Interestingly, Fiddler was not picking up this communication, which is mostly made up of REST API calls. I did some research and found this quote, from here
With regard to why you're not seeing this traffic in Fiddler-- assuming you don't have any filters set, this suggests that whatever mechanism you're using to send the HTTP request isn't adopting the system's proxy settings. This means, for instance, that your code would fail if run on a corporate computer that requires a proxy server to reach the Internet.
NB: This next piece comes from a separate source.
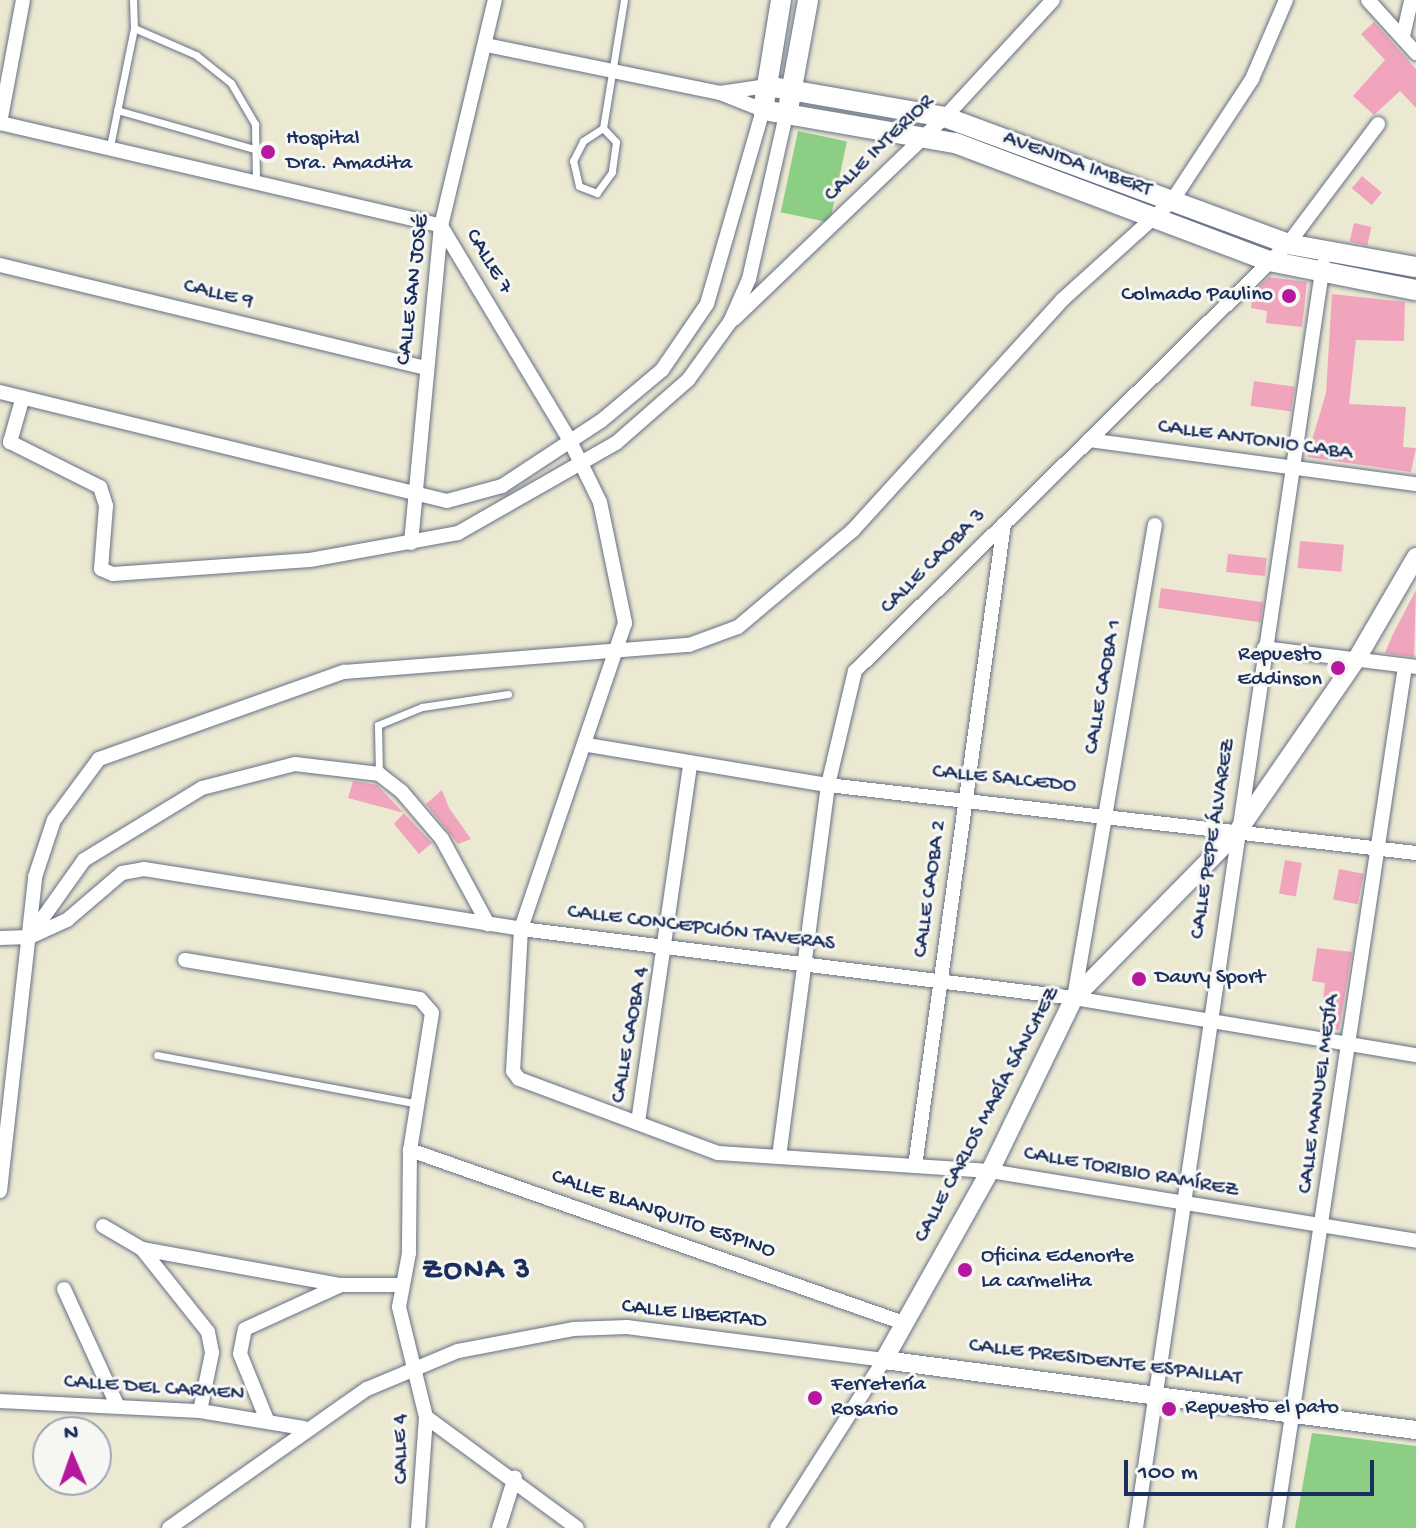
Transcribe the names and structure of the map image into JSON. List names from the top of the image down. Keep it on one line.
{"streets":{"main road":["AVENIDA IMBERT"],"street":["CALLE INTERIOR","CALLE 7","CALLE SAN JOSÉ","CALLE 9","CALLE ANTONIO CABA","CALLE CAOBA 3","CALLE CAOBA 1","CALLE SALCEDO","CALLE PEPE ÁLVAREZ","CALLE CAOBA 2","CALLE CONCEPCIÓN TAVERAS","CALLE CAOBA 4","CALLE MANUEL MEJÍA","CALLE CARLOS MARÍA SÁNCHEZ","CALLE TORIBIO RAMÍREZ","CALLE BLANQUITO ESPINO","CALLE LIBERTAD","CALLE PRESIDENTE ESPAILLAT","CALLE DEL CARMEN","CALLE 4"]},"crossings":[["CALLE INTERIOR","AVENIDA IMBERT"],["AVENIDA IMBERT","CALLE SAN JOSÉ"],["AVENIDA IMBERT","CALLE CAOBA 3"],["AVENIDA IMBERT","CALLE PEPE ÁLVAREZ"],["CALLE 7","CALLE SAN JOSÉ"],["CALLE 7","CALLE SALCEDO"],["CALLE 7","CALLE CONCEPCIÓN TAVERAS"],["CALLE 7","CALLE TORIBIO RAMÍREZ"],["CALLE SAN JOSÉ","CALLE 9"],["CALLE ANTONIO CABA","CALLE CAOBA 3"],["CALLE ANTONIO CABA","CALLE PEPE ÁLVAREZ"],["CALLE CAOBA 3","CALLE SALCEDO"],["CALLE CAOBA 3","CALLE CAOBA 2"],["CALLE CAOBA 3","CALLE CONCEPCIÓN TAVERAS"],["CALLE CAOBA 3","CALLE TORIBIO RAMÍREZ"],["CALLE CAOBA 1","CALLE SALCEDO"],["CALLE CAOBA 1","CALLE CONCEPCIÓN TAVERAS"],["CALLE CAOBA 1","CALLE CARLOS MARÍA SÁNCHEZ"],["CALLE SALCEDO","CALLE PEPE ÁLVAREZ"],["CALLE SALCEDO","CALLE CAOBA 2"],["CALLE SALCEDO","CALLE CAOBA 4"],["CALLE SALCEDO","CALLE MANUEL MEJÍA"],["CALLE SALCEDO","CALLE CARLOS MARÍA SÁNCHEZ"],["CALLE PEPE ÁLVAREZ","CALLE CONCEPCIÓN TAVERAS"],["CALLE PEPE ÁLVAREZ","CALLE CARLOS MARÍA SÁNCHEZ"],["CALLE PEPE ÁLVAREZ","CALLE TORIBIO RAMÍREZ"],["CALLE PEPE ÁLVAREZ","CALLE PRESIDENTE ESPAILLAT"],["CALLE CAOBA 2","CALLE CONCEPCIÓN TAVERAS"],["CALLE CAOBA 2","CALLE TORIBIO RAMÍREZ"],["CALLE CONCEPCIÓN TAVERAS","CALLE CAOBA 4"],["CALLE CONCEPCIÓN TAVERAS","CALLE MANUEL MEJÍA"],["CALLE CONCEPCIÓN TAVERAS","CALLE CARLOS MARÍA SÁNCHEZ"],["CALLE CAOBA 4","CALLE TORIBIO RAMÍREZ"],["CALLE MANUEL MEJÍA","CALLE TORIBIO RAMÍREZ"],["CALLE MANUEL MEJÍA","CALLE PRESIDENTE ESPAILLAT"],["CALLE CARLOS MARÍA SÁNCHEZ","CALLE TORIBIO RAMÍREZ"],["CALLE CARLOS MARÍA SÁNCHEZ","CALLE BLANQUITO ESPINO"],["CALLE CARLOS MARÍA SÁNCHEZ","CALLE LIBERTAD"],["CALLE CARLOS MARÍA SÁNCHEZ","CALLE PRESIDENTE ESPAILLAT"],["CALLE BLANQUITO ESPINO","CALLE 4"],["CALLE LIBERTAD","CALLE PRESIDENTE ESPAILLAT"],["CALLE LIBERTAD","CALLE DEL CARMEN"],["CALLE LIBERTAD","CALLE 4"]],"districts":["ZONA 3"],"places":["Hospital Dra. Amadita","Colmado Paulino","Repuesto Eddinson","Daury Sport","Oficina Edenorte La carmelita","Ferretería Rosario","Repuesto el pato"],"scale_bar":"100 m","north":"top"}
However, I'm wondering why this would be the case. As far as I understand, my computer still needs to send data from my network card to the proxy server's network card. The traffic isn't bypassing my network card - it simply carries a different address. Why isn't Fiddler able to see this?
Upvotes: 2
Views: 659
Reputation: 14277
The reason is that Fiddler works not by sniffing your network card but by installing itself as the system proxy. If you click start and type "Internet Options" and choose the tab "Connections" and the button "LAN Settings" you'll see that localhost:8888 is your system proxy. Now, most well-behaved clients (e.g. IE and Chromer) respect and use the system proxy but some don't. In particular Java programs have their own ideas about which proxy they will use and you would have to set that separately. For other programs which are just hard-coded to make their own direct HTTP request you cannot AFAIK monitor them with Fiddler.